Polygenic risk scores (PRS) utilize patient genotype data and prior results from large studies of genetic risk for diseases like AD to calculate individuals’ cumulative genetic risk for disease. This method is advantageous as it allows for the evaluation of genetic risk association with outcomes in data sets that would normally be underpowered for genetic studies. This pilot study in the TBIMS evaluates the association of participants’ AD genetic risk, calculated with a PRS, with TBI outcomes 1-year post injury on the Functional Independence Measure (FIM) scale. 9 The FIM includes both a motor and cognitive component, permitting post-hoc analysis of these subscales as well. We hypothesized that individuals with higher AD genetic risk would have lower (worse) scores on the FIM, and that these would be driven by cognition dysfunction.
Methods
TBIMS pilot biosample cohort
The TBIMS National Database (NDB) has been extensively described in previous publications.10,11 The TBIMS NDB participation criteria are: ≥ 16 years old at injury; status post-complicated mild to severe TBI as defined by TBI with post-traumatic amnesia (PTA) > 24 h, or loss of consciousness > 30 min, Glasgow Coma Scale (GCS) score in the Emergency Department < 13, or neuroimaging abnormalities consistent with TBI; admitted to the Emergency Department within 72 hours of the TBI; and received acute care & inpatient rehabilitation for the TBI. This TBIMS pilot biosample cohort was comprised from the Indiana University (IU), Ohio State University, and North Texas TBIMS participants. Participants were enrolled either during acute inpatient rehabilitation following TBI (blood sample collected) or via telephone follow-up (saliva sample collected). Demographic, clinical, and TBI-related data were collected at baseline post-injury, as well as at 1-year follow-up per TBIMS protocol. 12
Genotyping and data quality control
Blood or saliva was sent to the Indiana University Genetics Biobank, where DNA was extracted; DNA passing quality control was obtained for N = 190 participants, and APOE SNPs rs429358 and rs7412 were genotyped with a custom 96-SNP chip on the Fluidigm microfluidic platform to generate APOE ε2/ε3/ε4 alleles. DNA from these participants was also sent to the Children’s Hospital of Philadelphia Center for Applied Genomics (CAG), where genotyping with the Illumina Global Screening Array v3.0 was performed to generate genome-wide association study (GWAS) microarray data. Data for 189 participants was returned; one sample failed quality control at the CAG.

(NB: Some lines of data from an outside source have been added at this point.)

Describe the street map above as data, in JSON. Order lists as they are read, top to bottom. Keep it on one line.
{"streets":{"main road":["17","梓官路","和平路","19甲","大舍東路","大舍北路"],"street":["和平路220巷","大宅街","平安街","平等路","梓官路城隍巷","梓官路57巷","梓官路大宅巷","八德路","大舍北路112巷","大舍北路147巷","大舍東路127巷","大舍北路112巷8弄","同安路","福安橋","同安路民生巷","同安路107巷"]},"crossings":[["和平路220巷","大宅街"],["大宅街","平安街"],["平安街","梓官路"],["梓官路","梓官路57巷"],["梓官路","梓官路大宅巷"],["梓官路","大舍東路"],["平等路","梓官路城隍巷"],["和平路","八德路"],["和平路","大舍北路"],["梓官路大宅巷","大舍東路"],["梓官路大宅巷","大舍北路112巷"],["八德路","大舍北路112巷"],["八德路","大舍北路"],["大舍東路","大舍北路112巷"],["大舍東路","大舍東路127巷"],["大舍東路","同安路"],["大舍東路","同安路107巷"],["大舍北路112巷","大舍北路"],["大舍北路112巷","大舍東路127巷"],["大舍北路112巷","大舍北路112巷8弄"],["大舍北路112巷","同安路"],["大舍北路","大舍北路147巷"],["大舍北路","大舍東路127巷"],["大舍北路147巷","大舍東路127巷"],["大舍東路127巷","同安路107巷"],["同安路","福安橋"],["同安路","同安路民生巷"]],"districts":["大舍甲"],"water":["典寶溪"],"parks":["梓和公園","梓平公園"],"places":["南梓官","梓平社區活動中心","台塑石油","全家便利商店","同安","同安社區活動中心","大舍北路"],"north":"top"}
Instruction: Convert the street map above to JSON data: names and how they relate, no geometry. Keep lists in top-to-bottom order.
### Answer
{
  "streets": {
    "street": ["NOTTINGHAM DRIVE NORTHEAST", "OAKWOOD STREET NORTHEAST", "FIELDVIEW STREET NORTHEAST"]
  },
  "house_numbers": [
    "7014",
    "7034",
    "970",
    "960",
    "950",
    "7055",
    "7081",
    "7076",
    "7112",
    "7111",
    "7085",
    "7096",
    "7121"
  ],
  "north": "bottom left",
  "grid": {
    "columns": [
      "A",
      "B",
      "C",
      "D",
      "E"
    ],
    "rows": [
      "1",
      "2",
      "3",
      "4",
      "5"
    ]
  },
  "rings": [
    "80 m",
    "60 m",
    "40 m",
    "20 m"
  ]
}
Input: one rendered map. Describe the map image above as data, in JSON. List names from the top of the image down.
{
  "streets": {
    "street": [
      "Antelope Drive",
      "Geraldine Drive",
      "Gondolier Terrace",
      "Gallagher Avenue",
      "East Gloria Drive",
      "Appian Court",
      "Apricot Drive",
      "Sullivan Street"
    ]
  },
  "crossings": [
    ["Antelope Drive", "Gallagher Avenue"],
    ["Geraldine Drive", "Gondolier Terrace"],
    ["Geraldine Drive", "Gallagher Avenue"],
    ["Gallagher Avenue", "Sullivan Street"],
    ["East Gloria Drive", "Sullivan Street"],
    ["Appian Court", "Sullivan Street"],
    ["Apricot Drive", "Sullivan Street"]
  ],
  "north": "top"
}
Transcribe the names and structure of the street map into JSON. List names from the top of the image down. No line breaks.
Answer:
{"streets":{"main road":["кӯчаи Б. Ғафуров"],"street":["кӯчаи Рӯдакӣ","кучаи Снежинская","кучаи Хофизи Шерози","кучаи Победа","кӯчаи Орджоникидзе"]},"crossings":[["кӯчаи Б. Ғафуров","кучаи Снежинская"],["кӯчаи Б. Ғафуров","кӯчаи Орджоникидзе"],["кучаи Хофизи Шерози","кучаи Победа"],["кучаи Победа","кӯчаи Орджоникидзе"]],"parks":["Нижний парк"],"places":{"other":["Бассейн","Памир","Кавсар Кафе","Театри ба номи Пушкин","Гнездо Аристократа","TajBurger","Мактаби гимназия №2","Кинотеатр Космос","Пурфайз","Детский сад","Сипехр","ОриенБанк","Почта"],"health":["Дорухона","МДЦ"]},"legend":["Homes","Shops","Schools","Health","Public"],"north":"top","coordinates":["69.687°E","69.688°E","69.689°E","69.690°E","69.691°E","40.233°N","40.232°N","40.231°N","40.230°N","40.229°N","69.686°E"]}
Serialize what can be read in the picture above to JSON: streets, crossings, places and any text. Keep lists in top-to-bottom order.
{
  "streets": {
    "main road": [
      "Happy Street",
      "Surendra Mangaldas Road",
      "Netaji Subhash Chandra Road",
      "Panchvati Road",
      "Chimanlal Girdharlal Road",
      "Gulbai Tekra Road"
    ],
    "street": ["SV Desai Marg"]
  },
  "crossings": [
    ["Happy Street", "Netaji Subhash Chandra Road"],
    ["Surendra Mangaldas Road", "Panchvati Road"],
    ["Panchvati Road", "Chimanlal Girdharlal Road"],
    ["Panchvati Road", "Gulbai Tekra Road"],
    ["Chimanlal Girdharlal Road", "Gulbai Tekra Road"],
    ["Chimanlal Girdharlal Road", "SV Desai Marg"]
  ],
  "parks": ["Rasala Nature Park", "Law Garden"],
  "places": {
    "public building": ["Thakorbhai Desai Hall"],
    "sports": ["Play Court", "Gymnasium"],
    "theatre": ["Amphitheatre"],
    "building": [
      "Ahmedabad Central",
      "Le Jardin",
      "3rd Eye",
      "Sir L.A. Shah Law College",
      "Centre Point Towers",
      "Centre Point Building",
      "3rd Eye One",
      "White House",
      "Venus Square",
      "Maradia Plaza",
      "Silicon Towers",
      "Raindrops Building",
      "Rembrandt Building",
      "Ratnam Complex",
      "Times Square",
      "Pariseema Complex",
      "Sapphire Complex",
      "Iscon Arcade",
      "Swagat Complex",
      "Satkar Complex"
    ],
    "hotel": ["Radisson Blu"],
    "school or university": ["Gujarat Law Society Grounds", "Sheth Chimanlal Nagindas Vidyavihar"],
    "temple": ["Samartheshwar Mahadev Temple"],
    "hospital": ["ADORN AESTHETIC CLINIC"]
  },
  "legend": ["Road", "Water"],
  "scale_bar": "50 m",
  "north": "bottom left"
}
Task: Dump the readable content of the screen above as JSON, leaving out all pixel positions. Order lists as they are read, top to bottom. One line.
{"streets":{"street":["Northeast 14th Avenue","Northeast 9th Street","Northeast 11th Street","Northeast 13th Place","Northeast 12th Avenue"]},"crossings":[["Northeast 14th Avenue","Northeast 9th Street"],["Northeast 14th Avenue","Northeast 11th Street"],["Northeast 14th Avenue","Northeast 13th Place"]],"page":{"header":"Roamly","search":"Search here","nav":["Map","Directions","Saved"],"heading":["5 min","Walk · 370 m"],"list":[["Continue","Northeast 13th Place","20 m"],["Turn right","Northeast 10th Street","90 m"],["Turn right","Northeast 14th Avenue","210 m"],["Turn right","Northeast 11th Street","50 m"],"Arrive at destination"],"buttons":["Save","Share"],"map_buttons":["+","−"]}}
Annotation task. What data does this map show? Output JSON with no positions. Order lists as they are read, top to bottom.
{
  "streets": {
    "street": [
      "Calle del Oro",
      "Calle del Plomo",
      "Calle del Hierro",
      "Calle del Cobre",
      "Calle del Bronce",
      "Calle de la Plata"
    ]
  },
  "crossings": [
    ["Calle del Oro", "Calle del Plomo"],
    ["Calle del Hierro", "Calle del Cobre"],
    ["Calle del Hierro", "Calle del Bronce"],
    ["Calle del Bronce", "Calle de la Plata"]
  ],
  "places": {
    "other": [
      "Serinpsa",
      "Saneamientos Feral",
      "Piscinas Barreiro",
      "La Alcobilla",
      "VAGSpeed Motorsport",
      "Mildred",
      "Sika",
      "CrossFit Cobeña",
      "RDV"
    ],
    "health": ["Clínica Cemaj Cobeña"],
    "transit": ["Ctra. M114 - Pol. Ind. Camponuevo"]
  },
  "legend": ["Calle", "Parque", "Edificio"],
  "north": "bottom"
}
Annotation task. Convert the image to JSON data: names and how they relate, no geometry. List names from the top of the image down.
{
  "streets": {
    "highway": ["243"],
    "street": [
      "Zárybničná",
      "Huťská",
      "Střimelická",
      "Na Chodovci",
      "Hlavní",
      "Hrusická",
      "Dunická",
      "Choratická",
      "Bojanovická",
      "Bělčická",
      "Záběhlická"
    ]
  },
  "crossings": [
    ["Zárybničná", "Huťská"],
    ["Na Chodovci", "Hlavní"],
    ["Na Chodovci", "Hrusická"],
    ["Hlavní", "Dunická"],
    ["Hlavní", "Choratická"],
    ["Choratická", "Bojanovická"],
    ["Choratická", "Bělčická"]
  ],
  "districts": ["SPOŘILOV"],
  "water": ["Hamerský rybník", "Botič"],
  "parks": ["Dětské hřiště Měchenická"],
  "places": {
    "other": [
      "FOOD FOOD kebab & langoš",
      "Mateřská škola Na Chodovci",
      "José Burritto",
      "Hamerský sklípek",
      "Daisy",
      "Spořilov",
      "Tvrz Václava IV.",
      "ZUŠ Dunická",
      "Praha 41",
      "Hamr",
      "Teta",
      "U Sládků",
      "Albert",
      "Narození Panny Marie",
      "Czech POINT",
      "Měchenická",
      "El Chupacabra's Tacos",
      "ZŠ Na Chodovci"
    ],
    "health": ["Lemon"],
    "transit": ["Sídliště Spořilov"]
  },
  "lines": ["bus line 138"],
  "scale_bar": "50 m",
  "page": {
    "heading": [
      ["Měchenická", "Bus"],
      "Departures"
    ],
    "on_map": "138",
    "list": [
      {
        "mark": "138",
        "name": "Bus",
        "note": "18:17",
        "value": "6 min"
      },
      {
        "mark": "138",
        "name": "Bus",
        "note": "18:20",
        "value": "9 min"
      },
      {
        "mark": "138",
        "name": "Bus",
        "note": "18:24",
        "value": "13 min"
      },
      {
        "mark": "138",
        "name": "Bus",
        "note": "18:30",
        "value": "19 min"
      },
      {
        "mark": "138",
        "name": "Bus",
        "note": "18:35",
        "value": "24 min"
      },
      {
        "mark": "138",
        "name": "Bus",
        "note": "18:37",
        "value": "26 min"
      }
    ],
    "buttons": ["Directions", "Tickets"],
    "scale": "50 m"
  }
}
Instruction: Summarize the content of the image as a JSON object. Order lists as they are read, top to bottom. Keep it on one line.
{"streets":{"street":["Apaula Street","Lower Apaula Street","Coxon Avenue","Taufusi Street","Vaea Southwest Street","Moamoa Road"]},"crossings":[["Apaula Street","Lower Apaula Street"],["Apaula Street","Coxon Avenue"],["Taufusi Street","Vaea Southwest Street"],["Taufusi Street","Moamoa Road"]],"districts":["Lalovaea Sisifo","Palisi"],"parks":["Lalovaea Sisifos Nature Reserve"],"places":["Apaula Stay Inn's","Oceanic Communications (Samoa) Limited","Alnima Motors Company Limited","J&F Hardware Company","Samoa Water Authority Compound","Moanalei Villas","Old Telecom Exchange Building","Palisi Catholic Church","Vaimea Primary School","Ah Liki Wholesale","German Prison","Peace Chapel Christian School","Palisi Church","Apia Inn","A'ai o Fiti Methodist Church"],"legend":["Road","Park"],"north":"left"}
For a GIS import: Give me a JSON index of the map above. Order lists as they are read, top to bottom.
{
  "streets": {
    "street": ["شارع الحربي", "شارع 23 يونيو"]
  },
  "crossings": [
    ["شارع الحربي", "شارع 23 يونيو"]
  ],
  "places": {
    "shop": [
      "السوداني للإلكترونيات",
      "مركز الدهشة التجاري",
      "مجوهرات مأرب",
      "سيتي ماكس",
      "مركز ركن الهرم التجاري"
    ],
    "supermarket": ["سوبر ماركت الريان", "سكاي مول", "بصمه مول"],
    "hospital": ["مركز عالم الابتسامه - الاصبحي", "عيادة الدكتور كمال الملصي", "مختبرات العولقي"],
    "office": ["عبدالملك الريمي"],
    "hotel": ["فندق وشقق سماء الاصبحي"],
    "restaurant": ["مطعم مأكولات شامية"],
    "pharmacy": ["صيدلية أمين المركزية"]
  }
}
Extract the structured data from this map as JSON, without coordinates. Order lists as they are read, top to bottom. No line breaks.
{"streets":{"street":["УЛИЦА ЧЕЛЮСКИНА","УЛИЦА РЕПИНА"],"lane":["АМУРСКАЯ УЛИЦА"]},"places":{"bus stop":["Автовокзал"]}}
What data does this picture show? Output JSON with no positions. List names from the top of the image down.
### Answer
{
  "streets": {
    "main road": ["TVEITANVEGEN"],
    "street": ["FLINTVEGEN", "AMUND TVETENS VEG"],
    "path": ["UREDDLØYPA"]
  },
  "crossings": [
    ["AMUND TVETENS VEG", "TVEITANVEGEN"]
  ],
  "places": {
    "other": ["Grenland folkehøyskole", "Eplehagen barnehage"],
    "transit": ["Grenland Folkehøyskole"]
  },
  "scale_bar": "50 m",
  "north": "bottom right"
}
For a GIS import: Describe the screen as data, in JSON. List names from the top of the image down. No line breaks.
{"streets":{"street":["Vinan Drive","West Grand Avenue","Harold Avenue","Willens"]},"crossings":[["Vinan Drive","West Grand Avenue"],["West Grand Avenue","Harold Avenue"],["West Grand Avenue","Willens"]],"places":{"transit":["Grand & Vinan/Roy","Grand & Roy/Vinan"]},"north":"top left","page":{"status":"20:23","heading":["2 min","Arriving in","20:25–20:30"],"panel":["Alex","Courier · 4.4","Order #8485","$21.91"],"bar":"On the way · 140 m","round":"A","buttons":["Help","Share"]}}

GWAS data were converted to PLINK format with GenomeStudio (Illumina, Inc., San Diego, CA). PLINK v1.9 was used to perform quality control, including variant and sample filtering for <95% call rate, removal of monomorphic and duplicate variants, as well as those that were not in Hardy-Weinberg Equilibrium (p < 1 × 10−6), and sample sex check for concordance with reported sex.13,14 One sample was dropped for low call rate, while another participant could not be linked to an ID in the TBIMS database; the remaining 187 participants were used for analysis. GWAS data for these participants were merged with genotype data from the 1,000 Genomes Project, and multidimensional scaling was performed in PLINK to compute genetic ancestry. 15 Principal components analysis was used to generate PCs 1, 2, and 3, which were included as covariates to account for differences in genetic ancestry (see Supplementary Fig. S1 for more information). Given the small sample size, individuals of diverse genetic ancestry were not removed from the analysis; however, main findings were replicated in individuals with White non-Hispanic ancestry only (data not shown) to verify the effect direction was consistent with reported results in the total cohort.
GWAS data were imputed with the Michigan Imputation Server, using the 1,000 genomes reference population with the mixed population method selected.15,16 PLINK v2 was used to extract data for SNPs with R2 ≥ 0.3 into pgen format. 13
Polygenic scores for AD were reviewed within the Polygenic Score Catalog (http://www.pgscatalog.org/), to select the most relevant score with sufficient validation. 17 This analysis used PGS000898, a validated AD PRS generated from a study by de Rojas and colleagues, which includes 39 SNPs significantly associated with AD case/control status. 18 Score data were downloaded and used to calculate a summed AD PRS from TBIMS GWAS data using the PLINK v1.9 score function. Two SNPs did not have data passing quality control, yielding scores summed from 37 SNPs (see Supplementary Data). Scores did not include APOE SNPs to allow for independent assessment of the effect of APOE ε4 allele carrier status in the analyses. For visualization, AD PRS was standardized to z-scores.
Demographic, clinical, and outcome measures
Data assessed for this pilot study included demographic factors such as sex, age, and years of education. Age at follow-up was calculated as an imputed score, including age at follow-up when available, as well as calculated age, which was obtained by adding the follow-up interval to age at baseline and substituted for missing follow-up age. A binned composite TBI severity measure (cTBI) was also calculated; injuries were categorized as moderate/severe TBI if participants had a GCS < 13, or if GCS was missing, by PTA > 1 day; injuries in patients who did not meet either of these selection criteria were categorized as mild TBI. Only 176 participants had sufficient data to calculate cTBI; analyses excluded individuals missing cTBI.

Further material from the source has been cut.